Task item: Return the run of lines below that opens with the line containing "position:absolute; left:1159px; top:406px;" and closes with the line containing "display:block; font-size:35px; line-height:42px", keeping each one exact.

Items from a dataset
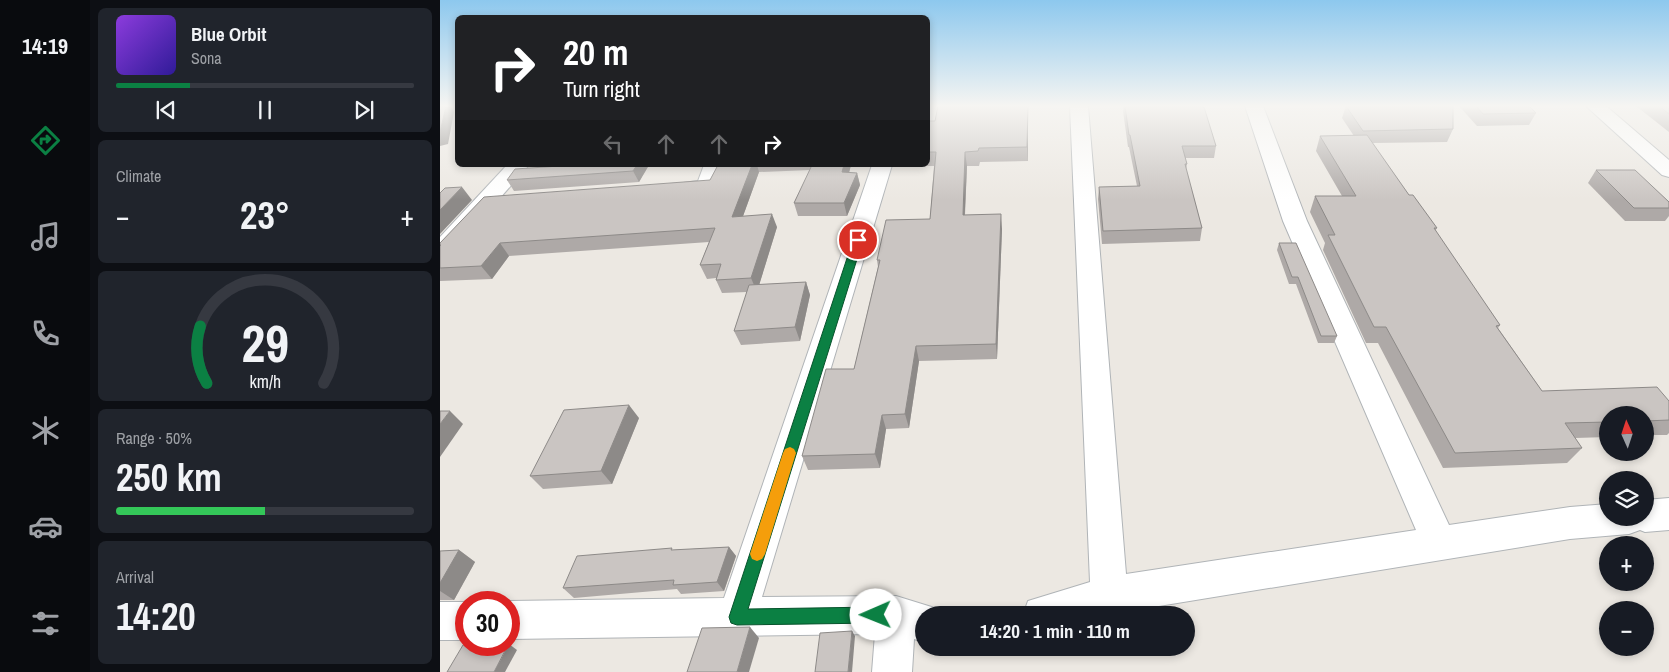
<!DOCTYPE html>
<html lang="en">
<head>
<meta charset="utf-8">
<style>
	:root { --surface:#171b24; --page:#20242c; --text:#f1f3f6; --muted:#9ea1a6; --line:#363941; --accent:#0b8043 }
	body { margin:0; font-family:"Archivo Narrow",sans-serif; background:var(--page); color:var(--text); height:100vh; display:flex; flex-direction:column; font-size:19px; white-space:nowrap }
	* { box-sizing:border-box; margin:0 }
	p { font-size:16px; color:var(--muted) }
	.icon { flex:none; width:28px; height:28px; fill:none; stroke:currentColor; stroke-width:2; stroke-linecap:round; stroke-linejoin:round }
	.map { position:relative; flex:1; overflow:hidden }
	.panel { display:flex; flex-direction:column; gap:8px; padding:8px; background:#0d0f14; width:350px }
	.panel>* { flex:none }
	.banner { position:absolute; left:15px; top:15px; width:475px; height:152px; border-radius:8px; box-shadow:0 2px 8px #0003; background:#202124; color:#fff; overflow:hidden }
	.needle { width:32px; rotate:357deg }
	.buttons { position:absolute; left:1159px; top:406px; display:grid; gap:10px }
	.buttons a { display:grid; place-items:center; width:55px; height:55px; border-radius:50%; background:var(--surface); box-shadow:0 2px 8px #0003; font-size:25px }
	.speed { position:absolute; left:15px; top:591px; display:flex; gap:10px; font-size:25px; font-weight:700; text-align:center }
	.speed>* { display:grid; place-content:center; width:65px; height:65px; border-radius:50%; background:var(--surface); box-shadow:0 2px 8px #0003; line-height:1 }
	.speed .limit { border:8px solid #d22; background:#fff; color:#111 }
	.pin { position:absolute; display:grid; place-items:center; width:42px; height:42px; color:#fff; margin:-21px; border:2px solid #fff; border-radius:50%; box-shadow:0 1px 5px #0007 }
	.me { position:absolute; width:55px; margin:-28px; rotate:269deg; stroke-linejoin:round; filter:drop-shadow(0 0 4px #0008) }
	.turn { display:flex; align-items:center; gap:18px; height:105px; padding:0 25px; font-size:22px }
	.turn .icon { width:65px; height:65px; stroke-width:2.5 }
	.turn b { display:block; font-size:35px; line-height:42px }
	.lanes { display:flex; align-items:center; height:48px; padding:0 25px; background:#0003; justify-content:center; gap:25px; direction:ltr }
	.lanes .off { opacity:.35 }
	.big { font-size:38px; font-weight:800; line-height:1.1 }
	.panel .card { flex:1; display:flex; flex-direction:column; justify-content:center; gap:8px; min-width:0; padding:0 18px; border-radius:8px; background:var(--page) }
	.panel .dial { align-items:center; gap:0 }
	.dial svg { height:130px; overflow:visible; fill:none; stroke:var(--line); stroke-width:7; stroke-linecap:round; text-anchor:middle }
	.dial text { fill:var(--text); stroke:none }
	.song { display:flex; align-items:center; gap:15px }
	.cover { width:60px; height:60px; border-radius:8px; background:linear-gradient(135deg,hsl(270 70% 55%),hsl(250 70% 35%)) }
	.played { height:5px; border-radius:2px; background:linear-gradient(90deg,var(--accent) 25%,var(--line) 25%) }
	.keys { display:flex; justify-content:space-around; direction:ltr }
	.heat { display:flex; justify-content:space-between; align-items:center; font-size:28px; direction:ltr }
	.charge { height:8px; border-radius:4px; background:linear-gradient(90deg,#34c759 50%,var(--line) 0) }
	.trip { position:absolute; left:475px; top:606px; width:280px; height:50px; border-radius:25px; background:var(--surface); box-shadow:0 2px 8px #0003; font-weight:800; line-height:50px; text-align:center }
	main { display:flex; flex:1; min-height:0 }
	.dock { display:flex; flex-direction:column; width:90px; justify-content:space-around; align-items:center; background:#090b0e; color:var(--muted) }
	.dock .icon { width:35px; height:35px }
	.dock .selected { color:var(--accent) }
	.dock b { font-size:22px; color:var(--text) }
	.map>svg:first-child { display:block }
</style>
</head>
<body>
<main>
<nav class="dock">
<b>14:19</b>
<svg class="icon selected" aria-label="directions" viewBox="0 0 24 24"><path d="M12 3l9 9-9 9-9-9zM9 14v-3h6M13 9l2 2-2 2"/></svg>
<svg class="icon" aria-label="music" viewBox="0 0 24 24"><path d="M9 18V5l10-2v13"/><circle cx="6" cy="18" r="3"/><circle cx="16" cy="16" r="3"/></svg>
<svg class="icon" aria-label="phone" viewBox="0 0 24 24"><path d="M5 4h4l2 5-3 2q2 4 5 5l2-3 5 2v4C11 20 4 13 5 4z"/></svg>
<svg class="icon" aria-label="climate" viewBox="0 0 24 24"><path d="M12 3v18M4 7l16 10M4 17L20 7"/></svg>
<svg class="icon" aria-label="car" viewBox="0 0 24 24"><path d="M5 17H2v-5l4-1 3-4h7l3 4 3 1v5h-3M9 17h6M6 11h13"/><circle cx="7" cy="17" r="2"/><circle cx="17" cy="17" r="2"/></svg>
<svg class="icon" aria-label="filters" viewBox="0 0 24 24"><path d="M4 7h16M4 17h16"/><circle cx="9" cy="7" r="2"/><circle cx="15" cy="17" r="2"/></svg>
</nav>
<section class="panel">
<div class="card">
<div class="song"><i class="cover"></i><div><b>Blue Orbit</b><p>Sona</p></div></div>
<div class="played"></div>
<div class="keys"><svg class="icon" aria-label="previous" viewBox="0 0 24 24"><path d="M18 5L8 12l10 7zM5 5v14"/></svg><svg class="icon" aria-label="pause" viewBox="0 0 24 24"><path d="M8 5v14M16 5v14"/></svg><svg class="icon" aria-label="next" viewBox="0 0 24 24"><path d="M6 5l10 7-10 7zM19 5v14"/></svg></div>
</div>
<div class="card"><p>Climate</p>
<div class="heat"><a>−</a><b class="big">23°</b><a>+</a></div>
</div>
<div class="card dial"><svg viewBox="0 0 100 80">
<path d="M14 69A42 42 0 1 1 86 69"/>
<path d="M14 69A42 42 0 0 1 10 34" stroke="#0b8043"/>
<text x="50" y="56" font-size="32" font-weight="700">29</text>
<text x="50" y="72" font-size="11">km/h</text>
</svg></div>
<div class="card"><p>Range · 50%</p><b class="big">250 km</b><div class="charge"></div></div>
<div class="card"><p>Arrival</p><b class="big">14:20</b></div>
</section>
<div class="map">
<svg width="1229" height="672" viewBox="0 0 1229 672">
	<rect width="100%" height="100%" fill="#ece8e2"/>
	<g fill="none" stroke-linecap="round" stroke-linejoin="round">
		<g stroke="#b0b4b7" stroke-width="2">
			<g id="minor">
				<path d="M630,106H648L686,574L976,530L843,221L805,106H823L867,221L1009,525L1130,507L1168,504V518H1205V500L1229,498V530L1205,532L1200,530L1189,534L1130,539L664,615H583L588,601L650,582Z"/>
				<path d="M1146,106H1166L1229,160V177L1222,175Z"/>
				<path d="M67,165H89L9,256L0,259V237Z"/>
				<path d="M264,165H284L275,191L236,197L228,195L225,190L228,185L258,181Z"/>
				<path d="M432,165H452L322,597L456,596L498,609L500,615H484V642L474,639L472,672H432L435,634L69,639V602H65L69,601L284,598Z"/>
				<path d="M0,602H28H26V640H0Z"/>
			</g>
		</g>
		<use href="#minor" fill="#fff" fill-rule="evenodd"/>
	</g>
	<g fill="#aea9a7">
		<path d="M588,106V161L540,162L539,166H527L525,215L562,229L557,359L479,361L469,428L446,429L440,468L368,470L362,456L414,369L438,267L437,260L490,219L494,166H474V165H488V121H495Z"/>
		<path d="M684,106H736L776,146L774,158H745L747,164L746,170L762,228L760,241L662,244L658,199L659,187L697,186L689,147H688L683,111Z"/>
		<path d="M906,106L1013,129L1007,142L932,143L969,195L997,228L995,231L1060,325L1058,328L1102,391L1229,401V433L1227,435H1205V415H1168V437L1135,438L1142,448L1127,463L1003,468L938,343H926L883,250L885,243L870,212L875,196H902L876,151L880,136H914L902,118Z"/>
		<path d="M1019,106H1089L1096,113L1089,125L1037,126Z"/>
		<path d="M1196,106H1229V132Z"/>
		<path d="M135,165H209L199,182L74,191L67,180Z"/>
		<path d="M278,165H411L409,172L417,173L420,185L407,216H358L354,203L370,170L319,172L303,216L337,227L319,285L366,282L370,295L360,341L301,345L294,331L307,292L282,293L276,280V278L267,279L260,265L269,242L69,256L52,279L0,281V243L270,180Z"/>
		<path d="M1156,170L1229,202V216L1225,221H1185L1148,183Z"/>
		<path d="M839,243L897,336L894,343H878L856,284H849L837,250Z"/>
		<path d="M199,418L172,484L103,489L90,476Z"/>
		<path d="M289,547L296,556L284,591L241,594L237,589L134,598L123,588L234,550Z"/>
		<path d="M19,550L35,562L14,600H0V551Z"/>
	</g>
	<g fill="#8d8a88">
		<path d="M6,106H11L14,112L8,144L0,146V132Z"/>
		<path d="M588,106V161L587,147Z"/>
		<path d="M525,152L527,166L524,229L523,215Z"/>
		<path d="M197,165H209L199,182L193,171Z"/>
		<path d="M312,165H317L319,172L298,230L292,217Z"/>
		<path d="M404,165H411L406,185L402,172Z"/>
		<path d="M417,173L420,185L407,216L404,203Z"/>
		<path d="M22,187L32,200L0,234V210Z"/>
		<path d="M332,214L337,227L317,292L311,278Z"/>
		<path d="M561,214L562,229L557,359L556,344Z"/>
		<path d="M60,243L69,256L52,279L41,266Z"/>
		<path d="M366,282L370,295L360,341L355,327Z"/>
		<path d="M476,346L479,361L469,428L465,414Z"/>
		<path d="M189,405L199,418L172,484L161,471Z"/>
		<path d="M10,411L23,424L0,457V424Z"/>
		<path d="M442,415L446,429L440,468L435,454Z"/>
		<path d="M289,547L296,556L284,591L277,582Z"/>
		<path d="M19,550L35,562L14,600L0,591V583Z"/>
		<path d="M310,627L319,638L309,672H297Z"/>
		<path d="M412,631L415,636L412,672H408Z"/>
		<path d="M69,644L77,650L65,672H54Z"/>
	</g>
	<g fill="#cac5c2" stroke="#8d8a88">
		<path d="M0,106H6L0,132Z"/>
		<path d="M498,106H588L587,147L539,148L538,151L525,152L523,215L561,214L556,344L476,346L465,414L442,415L435,454L362,456L386,369H414L440,260H437L446,220L490,219L496,152H488V121H495Z"/>
		<path d="M685,106H736V107H764L776,146H742L747,164H745L762,228L663,231L659,187L700,186L690,135H689Z"/>
		<path d="M906,106H1013V129L923,131Z"/>
		<path d="M1036,106H1089L1096,113L1043,114Z"/>
		<path d="M1219,106H1229V114Z"/>
		<path d="M927,135L969,195H973L997,228H994L1060,325L1056,326L1102,391L1217,387L1229,401V420L1205,421V415H1168V422L1125,423L1142,448L1015,453L946,327H934L888,235H895L875,196H916L880,136Z"/>
		<path d="M135,165H197L193,171L67,180L75,169Z"/>
		<path d="M278,165H312L292,217L332,214L311,278L276,280L281,264L260,265L275,228L60,243L41,266L0,268V246L1,245H0V243L44,197L270,180Z"/>
		<path d="M372,165H404L402,172L417,173L404,203H354Z"/>
		<path d="M1156,170H1195L1229,202V208H1194Z"/>
		<path d="M22,187L0,210V193L5,188Z"/>
		<path d="M839,243H856L897,336H881L858,277H852Z"/>
		<path d="M366,282L355,327L294,331L309,285Z"/>
		<path d="M189,405L161,471L90,476L124,410Z"/>
		<path d="M0,411H10L0,424Z"/>
		<path d="M289,547L277,582L233,585L234,580L123,588L137,556L232,548L231,550Z"/>
		<path d="M19,550L0,583V551Z"/>
		<path d="M310,627L297,672H247L262,628Z"/>
		<path d="M412,631L408,672H375L380,633Z"/>
		<path d="M23,645H68L54,672H7Z"/>
	</g>
	<linearGradient id="sky" x2="0" y2="1"><stop stop-color="#8dc8ee"/><stop offset="0.53" stop-color="#f6f5f2"/><stop offset="1" stop-color="#f6f5f2" stop-opacity="0"/></linearGradient>
	<rect width="1229" height="200" fill="url(#sky)"/>
	<path fill="#0b8043" stroke="#07532c" d="M418,237L423,240L308,609L436,607L441,609L444,615L441,620L436,623L297,625L291,623L289,617L413,240Z"/>
	<path fill="#f59e0b" d="M350,447L354,449L356,453L325,554L322,559L317,561L312,559L310,554L343,453L345,449Z"/>
</svg>
<div class="buttons">
<a><svg class="needle" viewBox="-14 -14 28 28"><path d="M0-13l5 13h-10z" fill="#e53935"/><path d="M0 13l5-13h-10z" fill="#9ea1a6"/></svg></a>
<a><svg class="icon" aria-label="layers" viewBox="0 0 24 24"><path d="M12 4l9 5-9 5-9-5zM3 14l9 5 9-5"/></svg></a>
<a>+</a>
<a>−</a>
</div>
<div class="speed"><div class="limit">30</div></div>
<div class="pin" style="left:418px;top:240px;background:#d93025"><svg class="icon" aria-label="arrive" viewBox="0 0 24 24"><path d="M6 21V4h12l-3 4 3 4H6"/></svg></div>
<svg class="me" style="left:436px;top:615px" viewBox="-20 -20 40 40"><circle r="19" fill="#fff"/><path d="M0-13L10 11 0 6-10 11z" fill="#0b8043"/></svg>
<div class="trip">14:20 · 1 min · 110 m</div>
<div class="banner">
<div class="turn"><svg class="icon" aria-label="right" viewBox="0 0 24 24"><path d="M7 20v-9h11M14 6l5 5-5 5"/></svg><div><b>20 m</b>Turn right</div></div>
<div class="lanes"><svg class="icon off" aria-label="left" viewBox="0 0 24 24"><path d="M17 20v-9H6M10 6l-5 5 5 5"/></svg><svg class="icon off" aria-label="ahead" viewBox="0 0 24 24"><path d="M12 20V5M6 11l6-6 6 6"/></svg><svg class="icon off" aria-label="ahead" viewBox="0 0 24 24"><path d="M12 20V5M6 11l6-6 6 6"/></svg><svg class="icon" aria-label="right" viewBox="0 0 24 24"><path d="M7 20v-9h11M14 6l5 5-5 5"/></svg></div>
</div>
</div>
</main>
</body>
</html>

Solution:
	.buttons { position:absolute; left:1159px; top:406px; display:grid; gap:10px }
	.buttons a { display:grid; place-items:center; width:55px; height:55px; border-radius:50%; background:var(--surface); box-shadow:0 2px 8px #0003; font-size:25px }
	.speed { position:absolute; left:15px; top:591px; display:flex; gap:10px; font-size:25px; font-weight:700; text-align:center }
	.speed>* { display:grid; place-content:center; width:65px; height:65px; border-radius:50%; background:var(--surface); box-shadow:0 2px 8px #0003; line-height:1 }
	.speed .limit { border:8px solid #d22; background:#fff; color:#111 }
	.pin { position:absolute; display:grid; place-items:center; width:42px; height:42px; color:#fff; margin:-21px; border:2px solid #fff; border-radius:50%; box-shadow:0 1px 5px #0007 }
	.me { position:absolute; width:55px; margin:-28px; rotate:269deg; stroke-linejoin:round; filter:drop-shadow(0 0 4px #0008) }
	.turn { display:flex; align-items:center; gap:18px; height:105px; padding:0 25px; font-size:22px }
	.turn .icon { width:65px; height:65px; stroke-width:2.5 }
	.turn b { display:block; font-size:35px; line-height:42px }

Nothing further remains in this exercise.